With triple-digit inflation, that “price” is expected to continue to soar even higher. The International Monetary Fund (IMF), in its most recent set April forecasts, expects inflation in Venezuela to hit 481% by the end of 2016.
Even scarier is the estimated pace of acceleration – by 2017, the IMF expects Venezuelan hyperinflation to climb to a whopping 1,642%.
Our brains have trouble computing numbers of this magnitude, so we created today’s infographic to put things in perspective. We look at it from two angles, including a historical comparison as well as a more tangible example.
This Pattern Looks Familiar…
If the chart for the Venezuelan bolivar looks eerily familiar, it may be because its trajectory thus far is almost identical to that of the Papiermark during hyperinflation in the Weimar Republic from 1918-1923.
Although the Papiermark would eventually peak at an inflation rate of 3.5 billion percent in 1923, the pace of inflation started relatively modestly. It started in the double-digits after the war in 1918.
This is similar to today’s bolivar. In 2013 and 2014, the pace of inflation in Venezuela was increasing, but still confined to double-digits. Now things are accelerating fast, and if the IMF is correct with its predictions, there could be huge consequences.

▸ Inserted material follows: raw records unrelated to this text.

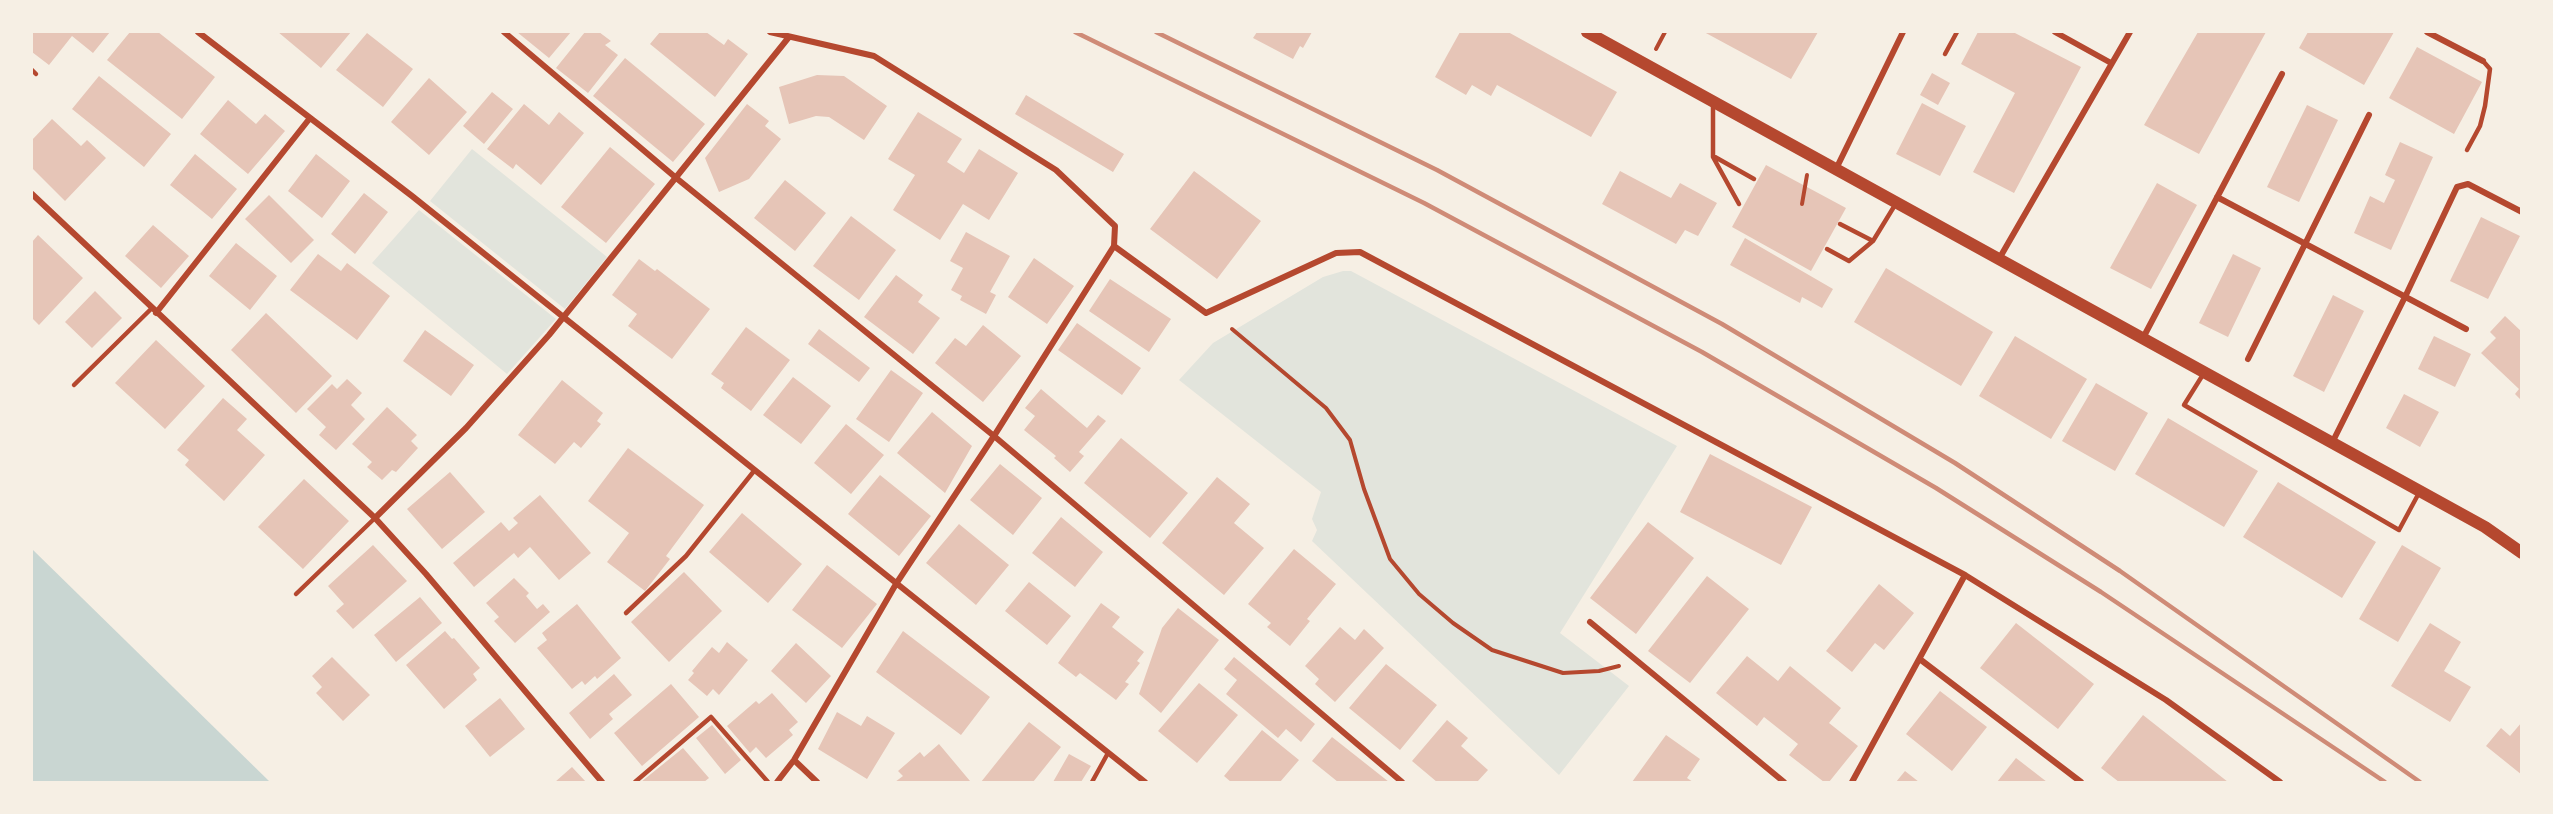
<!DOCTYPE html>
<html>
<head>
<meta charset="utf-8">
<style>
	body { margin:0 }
	#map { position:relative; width:2553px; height:814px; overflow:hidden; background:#f6efe4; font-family:Overpass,sans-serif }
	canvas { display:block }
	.frame { position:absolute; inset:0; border:33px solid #f6efe4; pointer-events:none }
</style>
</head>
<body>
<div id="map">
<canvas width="2553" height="814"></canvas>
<div class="frame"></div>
</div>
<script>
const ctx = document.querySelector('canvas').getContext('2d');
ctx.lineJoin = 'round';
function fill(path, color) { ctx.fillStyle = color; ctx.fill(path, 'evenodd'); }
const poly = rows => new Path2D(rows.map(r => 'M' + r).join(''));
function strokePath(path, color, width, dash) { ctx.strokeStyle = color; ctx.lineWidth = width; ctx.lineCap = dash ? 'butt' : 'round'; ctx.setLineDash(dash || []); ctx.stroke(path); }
fill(poly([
	[472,149,607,257,565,309,430,201],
	[419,210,556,319,507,374,372,263],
	[1343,271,1351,271,1677,446,1560,633,1629,686,1559,775,1312,541,1317,530,1312,519,1321,492,1179,380,1213,343,1323,277]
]), '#e2e4dc');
fill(poly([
	[32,549,270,782,32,782]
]), '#c9d6d2');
fill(poly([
	[32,32,110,32,93,53,72,36,49,65,32,52],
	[130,32,158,32,215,77,182,119,107,60],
	[278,32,351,32,321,68],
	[517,32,571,32,549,58],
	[585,32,599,32,611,41,605,45,618,55,588,93,556,68],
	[660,32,706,32,724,45,728,39,748,54,715,97,650,44],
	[1257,32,1312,32,1303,48,1300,46,1293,59,1253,38],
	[1460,32,1508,32,1617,92,1591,137,1497,85,1491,96,1472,85,1466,95,1435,77],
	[1704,32,1818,32,1791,79],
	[1978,32,2013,32,2081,67,2014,193,1973,172,2015,93,1961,64],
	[2198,32,2266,32,2199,154,2144,125],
	[2308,32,2394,32,2364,85,2299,48],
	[367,33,413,69,383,107,336,70],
	[2417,47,2482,82,2454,134,2389,98],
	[625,58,705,124,673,162,593,96],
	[1932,73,1950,83,1938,105,1920,95],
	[817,75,844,76,887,106,864,140,829,117,816,116,789,124,779,87],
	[99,76,171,134,144,167,72,109],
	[429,78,467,112,429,155,391,122],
	[492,92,513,109,484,144,463,126],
	[1026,95,1124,154,1113,172,1015,114],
	[228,100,256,124,265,114,285,131,248,174,200,134],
	[1922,103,1966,126,1940,176,1896,154],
	[524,104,549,125,559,112,584,133,541,185,516,164,513,169,487,149],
	[747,104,769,121,765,126,781,139,749,179,719,192,705,158],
	[2307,105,2338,120,2299,202,2267,187],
	[918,112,962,139,947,162,964,173,979,149,1018,173,989,220,963,204,940,240,893,210,915,175,888,159],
	[52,119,81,146,87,140,106,158,65,201,32,168,32,140],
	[2400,142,2433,157,2391,250,2354,233,2370,196,2384,203,2395,180,2385,175],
	[610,147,655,184,606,243,561,207],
	[195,154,237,189,212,219,170,185],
	[316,154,350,181,322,218,288,191],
	[1766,165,1846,208,1811,271,1732,227],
	[1194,171,1261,221,1217,279,1150,229],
	[1620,171,1671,198,1680,183,1717,203,1698,236,1685,230,1676,244,1602,204],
	[785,180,826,213,795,251,754,218],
	[2157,183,2197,205,2151,289,2110,268],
	[364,193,388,212,355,254,331,234],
	[269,195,314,240,291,263,245,219],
	[851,216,896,250,859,300,813,266],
	[2481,217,2520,236,2488,299,2450,281],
	[153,225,189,256,161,288,125,256],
	[966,232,1010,256,990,292,996,295,986,314,960,300,962,296,951,290,963,268,950,261],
	[38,235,83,278,39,325,32,318,32,242],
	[1745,238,1833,289,1822,308,1802,297,1800,303,1730,265],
	[236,243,277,276,250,310,209,276],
	[318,254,341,271,347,263,390,296,357,340,290,290],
	[2233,254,2261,268,2228,337,2199,323],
	[1034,258,1074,286,1047,324,1008,297],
	[639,259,655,271,657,269,710,309,672,359,628,326,637,314,612,295],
	[1886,268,1993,332,1961,386,1854,322],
	[896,275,923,295,918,302,940,318,913,354,864,317],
	[1110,279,1171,319,1149,352,1089,311],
	[95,291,122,318,92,348,65,322],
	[2333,295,2364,311,2324,392,2293,376],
	[266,313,332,376,296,413,231,350],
	[2505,316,2522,332,2522,401,2515,394,2519,389,2481,353,2496,338,2490,332],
	[1077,323,1141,368,1122,395,1058,350],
	[983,325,1021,356,983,402,935,363,955,338,966,346],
	[746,327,790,360,751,411,721,388,724,383,711,374],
	[819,329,870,368,859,382,808,344],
	[425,330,474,365,451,396,403,361],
	[2015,336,2087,379,2051,439,1979,396],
	[2434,336,2471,354,2455,387,2418,369],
	[156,340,205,386,165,429,115,383],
	[891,370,923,393,889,442,856,419],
	[793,377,831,406,801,444,763,415],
	[347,379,362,393,351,405,365,419,336,450,319,435,326,427,307,409,332,384,337,389],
	[562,380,603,413,597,421,601,424,581,448,574,442,555,464,518,435],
	[2096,383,2148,413,2115,471,2062,441],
	[1041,389,1087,428,1098,415,1106,421,1079,452,1084,456,1070,472,1054,458,1056,456,1024,430,1035,416,1025,408],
	[2404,394,2439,412,2420,447,2386,428],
	[223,398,247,419,237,430,265,455,224,501,185,465,189,460,177,450],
	[387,407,417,435,411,441,418,448,396,472,392,470,382,480,367,467,372,462,352,444],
	[932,412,972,446,945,493,897,453],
	[2168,418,2258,471,2224,527,2135,474],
	[846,424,884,455,851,494,814,463],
	[1121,438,1188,493,1150,538,1084,483],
	[628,448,704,505,666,556,670,559,645,591,607,562,629,533,588,501],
	[1710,454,1812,507,1781,565,1680,512],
	[1000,464,1042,498,1013,535,970,500],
	[450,472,485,512,442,549,407,509],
	[880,475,931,516,899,556,848,514],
	[1217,477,1250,504,1234,523,1264,548,1224,595,1162,543],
	[304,479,349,521,303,569,258,527],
	[2278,482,2376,542,2342,598,2243,537],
	[540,495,591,553,559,580,530,547,518,558,514,553,474,587,453,563,501,522,509,531,518,523,513,518],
	[742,513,802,564,768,603,709,552],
	[1061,517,1103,552,1075,587,1032,553],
	[1648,522,1694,558,1636,634,1590,598],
	[959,524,1009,565,976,605,926,563],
	[373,545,407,581,353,629,336,611,344,604,328,586],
	[2402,545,2441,568,2398,642,2359,619],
	[1294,549,1336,584,1307,619,1310,621,1290,646,1267,627,1271,623,1248,604],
	[827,565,877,604,842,648,792,610],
	[684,572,722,611,669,662,631,622],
	[1707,576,1749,609,1690,683,1648,651],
	[514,578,529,593,526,596,537,609,543,604,550,612,515,643,494,621,499,617,486,603],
	[1029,582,1071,616,1047,645,1005,611],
	[1879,584,1914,613,1884,650,1875,643,1852,672,1826,651],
	[420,597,442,623,396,662,374,635],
	[1101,603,1120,617,1112,627,1144,652,1137,661,1140,663,1125,682,1129,684,1116,700,1080,673,1076,677,1058,663],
	[577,604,621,658,597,679,595,676,585,685,582,681,572,689,537,648,547,640,542,633],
	[1178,608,1219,640,1161,713,1139,694,1162,628],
	[2016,623,2094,684,2058,729,1980,668],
	[2430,623,2461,642,2444,671,2471,687,2450,722,2391,686],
	[1340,627,1355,640,1364,629,1384,648,1335,702,1315,684,1319,679,1305,666],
	[445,631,452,639,454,638,480,668,473,674,477,680,444,709,406,665],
	[903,631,990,697,961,735,876,672],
	[727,642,748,660,719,695,713,689,707,696,688,680,694,673,692,671,712,647,719,653],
	[796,643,831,676,806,703,771,671],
	[1747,656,1778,681,1790,666,1841,708,1829,723,1858,746,1829,782,1824,782,1789,755,1798,744,1764,717,1757,726,1716,693],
	[332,657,370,695,343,721,316,693,322,687,312,676],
	[1234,657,1315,724,1301,742,1286,729,1278,738,1226,694,1237,680,1224,669],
	[1386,664,1437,705,1400,750,1349,708],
	[614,674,632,695,609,714,613,719,590,739,569,713],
	[1199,683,1238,715,1197,763,1158,731],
	[671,684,699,717,642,766,614,733],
	[1940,691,1987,727,1952,771,1906,734],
	[772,693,798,722,789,730,793,735,766,758,756,747,750,753,727,726,756,701,759,704],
	[500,698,525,729,490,757,465,726],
	[837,712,861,726,867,716,895,733,867,779,818,749],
	[2143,715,2228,782,2119,782,2101,768],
	[1447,720,1468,738,1461,746,1488,770,1477,782,1437,782,1412,761],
	[1029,722,1061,747,1033,782,981,782],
	[2522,722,2522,775,2486,746,2501,728,2510,736],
	[712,725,741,760,725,774,696,738],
	[1262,730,1299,760,1280,782,1231,782,1224,776],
	[1666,735,1700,759,1687,778,1693,782,1632,782],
	[1332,737,1389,782,1338,782,1312,761],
	[939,744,970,781,895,782,903,776,898,771,920,752,924,757],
	[683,748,709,778,704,782,641,782],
	[1069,754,1091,766,1081,782,1053,782],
	[2016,758,2047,782,1997,782],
	[572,767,586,782,555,782],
	[1905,771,1919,782,1896,782]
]), '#e6c5b7');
strokePath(poly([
	[1656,49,1665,32],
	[1802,204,1807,175],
	[1232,329,1326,408,1350,440,1364,489,1390,559,1419,594,1453,623,1492,650,1563,673,1599,671,1619,666]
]), '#b5482f', 4);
strokePath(poly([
	[1945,54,1957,32],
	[32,70,36,74],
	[1713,102,1713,157,1739,204],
	[2467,150,2480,126,2485,106,2490,69,2483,61],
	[1715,157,1754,179],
	[1840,224,1873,241],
	[1827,249,1849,261,1873,241,1895,205],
	[2204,373,2184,405,2399,530,2420,491],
	[74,385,151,309],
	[296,594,375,518],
	[626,613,686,556,754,471],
	[635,782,711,717,768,782],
	[1092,782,1108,753]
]), '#b5482f', 4.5);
strokePath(poly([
	[198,32,412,196,1145,782],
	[504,32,675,177,994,436,1402,782],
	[770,32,874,56,1056,170,1115,226,1114,246,1206,313,1336,253,1360,252,1965,575,2166,700,2280,782],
	[2055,32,2111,63],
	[2427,32,2483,61],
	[1836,169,1903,32],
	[32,194,375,518,426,574,602,782],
	[2217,197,2466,329],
	[1999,259,2130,32],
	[156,313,310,118],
	[2143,338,2282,74],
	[2248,359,2369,115],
	[2332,443,2405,297,2457,187,2468,184,2522,212],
	[375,518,466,428,549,335,789,37],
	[1590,622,1784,782],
	[1921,660,2081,782],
	[794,760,817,782],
	[777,782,794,760,896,584,994,436,1114,246],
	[1852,782,1965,575]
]), '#b5482f', 6);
strokePath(poly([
	[1587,32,2485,527,2522,553]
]), '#b5482f', 12);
strokePath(poly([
	[1075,32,1424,203,1702,352,1936,488,2101,592,2385,782],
	[1156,32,1437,170,1722,324,1955,463,2120,571,2420,782]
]), '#cf8b77', 4.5);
</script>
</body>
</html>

Could Venezuelan hyperinflation ever hit the peak levels associated with Weimar Germany? It’s hard to say, but it’s not impossible.
A More Tangible Example
To put things from a more tangible perspective, let’s do the math based on IMF projections to see what may be in store for ordinary Venezuelans.
- In 2012, one U.S. dollar could buy approximately four bolivars.
- At the end of 2015, one U.S. dollar could buy 900 bolivars at the black market rate.
- Based on IMF projected inflation rates, by the end of 2017, one U.S. dollar should be able to buy 90,000 bolivars.
Where things go after that is anybody’s guess.